— The problem —
Each record should be given again exactly as it appears, with no image included.

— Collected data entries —
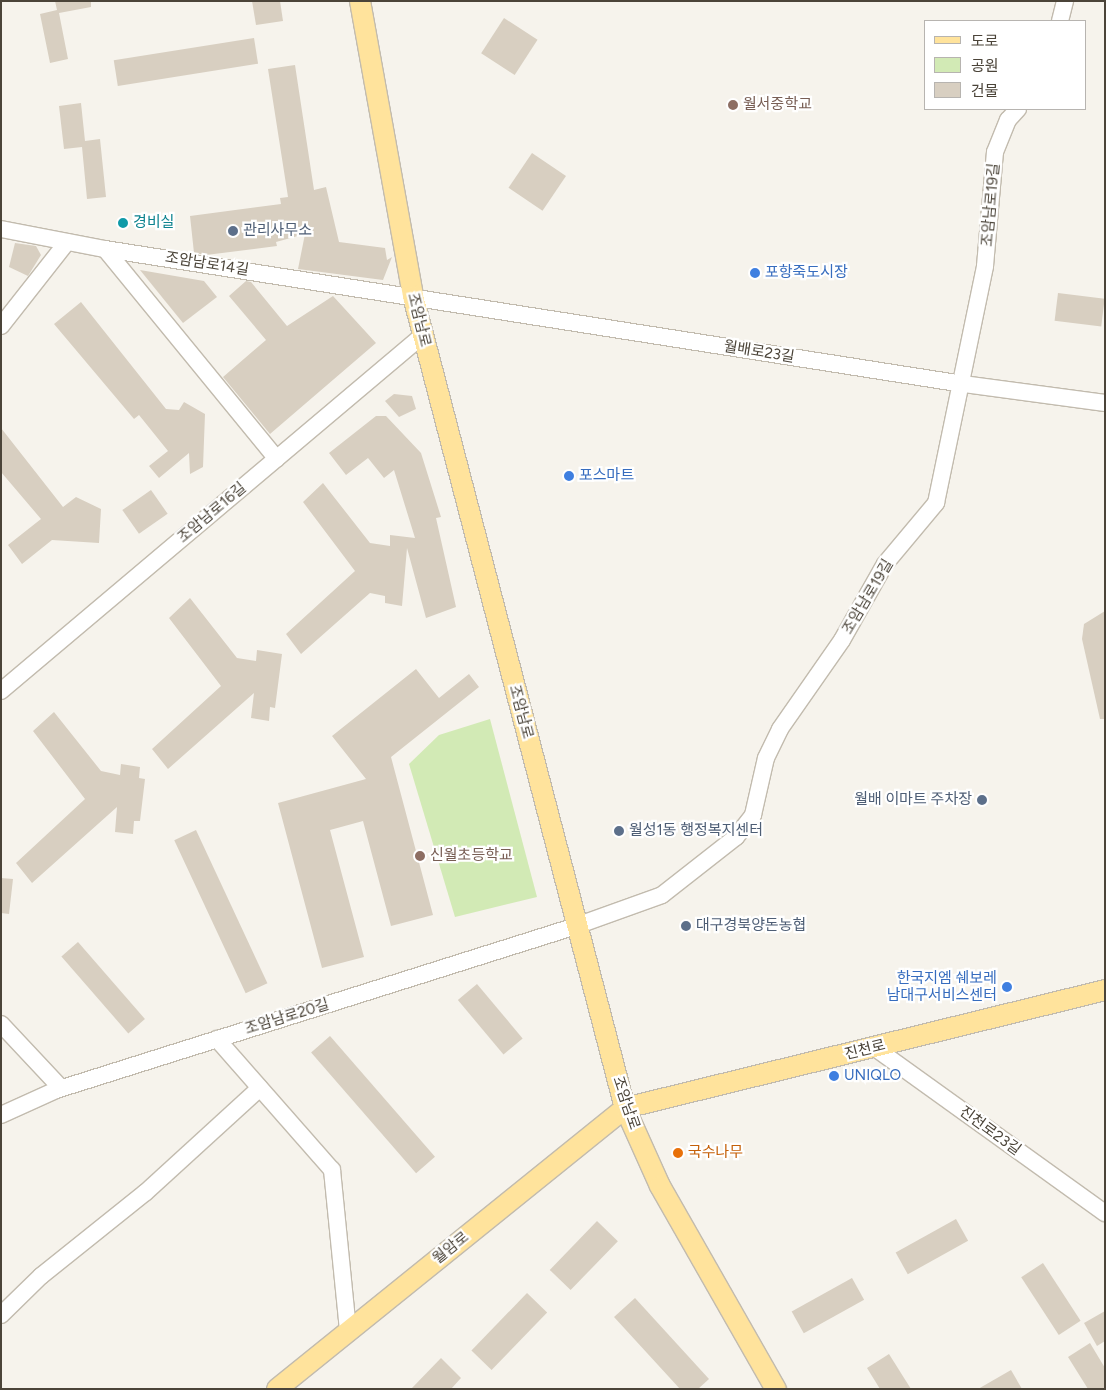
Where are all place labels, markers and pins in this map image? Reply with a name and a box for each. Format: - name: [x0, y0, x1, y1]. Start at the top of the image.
- place label: 월서중학교: [743, 96, 812, 114]
- marker: 월서중학교: [727, 99, 739, 111]
- place label: 경비실: [133, 214, 174, 232]
- marker: 경비실: [117, 217, 129, 229]
- place label: 관리사무소: [243, 222, 312, 240]
- marker: 관리사무소: [227, 225, 239, 237]
- place label: 포항죽도시장: [765, 264, 848, 282]
- marker: 포항죽도시장: [749, 267, 761, 279]
- place label: 포스마트: [579, 467, 634, 485]
- marker: 포스마트: [563, 470, 575, 482]
- place label: 월배 이마트 주차장: [854, 791, 972, 809]
- marker: 월배 이마트 주차장: [976, 794, 988, 806]
- place label: 월성1동 행정복지센터: [629, 822, 763, 840]
- marker: 월성1동 행정복지센터: [613, 825, 625, 837]
- place label: 신월초등학교: [430, 847, 513, 865]
- marker: 신월초등학교: [414, 850, 426, 862]
- place label: 대구경북양돈농협: [696, 917, 806, 935]
- marker: 대구경북양돈농협: [680, 920, 692, 932]
- place label: 한국지엠 쉐보레 남대구서비스센터: [887, 969, 997, 1004]
- marker: 한국지엠 쉐보레 남대구서비스센터: [1001, 981, 1013, 993]
- place label: UNIQLO: [844, 1067, 901, 1085]
- marker: UNIQLO: [828, 1070, 840, 1082]
- place label: 국수나무: [688, 1144, 743, 1162]
- marker: 국수나무: [672, 1147, 684, 1159]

— Expected answer —
Where are all place labels, markers and pins in this map image? Reply with a name and a box for each. Format: - name: [x0, y0, x1, y1]. Start at the top of the image.
- place label: 월서중학교: [743, 96, 812, 114]
- marker: 월서중학교: [727, 99, 739, 111]
- place label: 경비실: [133, 214, 174, 232]
- marker: 경비실: [117, 217, 129, 229]
- place label: 관리사무소: [243, 222, 312, 240]
- marker: 관리사무소: [227, 225, 239, 237]
- place label: 포항죽도시장: [765, 264, 848, 282]
- marker: 포항죽도시장: [749, 267, 761, 279]
- place label: 포스마트: [579, 467, 634, 485]
- marker: 포스마트: [563, 470, 575, 482]
- place label: 월배 이마트 주차장: [854, 791, 972, 809]
- marker: 월배 이마트 주차장: [976, 794, 988, 806]
- place label: 월성1동 행정복지센터: [629, 822, 763, 840]
- marker: 월성1동 행정복지센터: [613, 825, 625, 837]
- place label: 신월초등학교: [430, 847, 513, 865]
- marker: 신월초등학교: [414, 850, 426, 862]
- place label: 대구경북양돈농협: [696, 917, 806, 935]
- marker: 대구경북양돈농협: [680, 920, 692, 932]
- place label: 한국지엠 쉐보레 남대구서비스센터: [887, 969, 997, 1004]
- marker: 한국지엠 쉐보레 남대구서비스센터: [1001, 981, 1013, 993]
- place label: UNIQLO: [844, 1067, 901, 1085]
- marker: UNIQLO: [828, 1070, 840, 1082]
- place label: 국수나무: [688, 1144, 743, 1162]
- marker: 국수나무: [672, 1147, 684, 1159]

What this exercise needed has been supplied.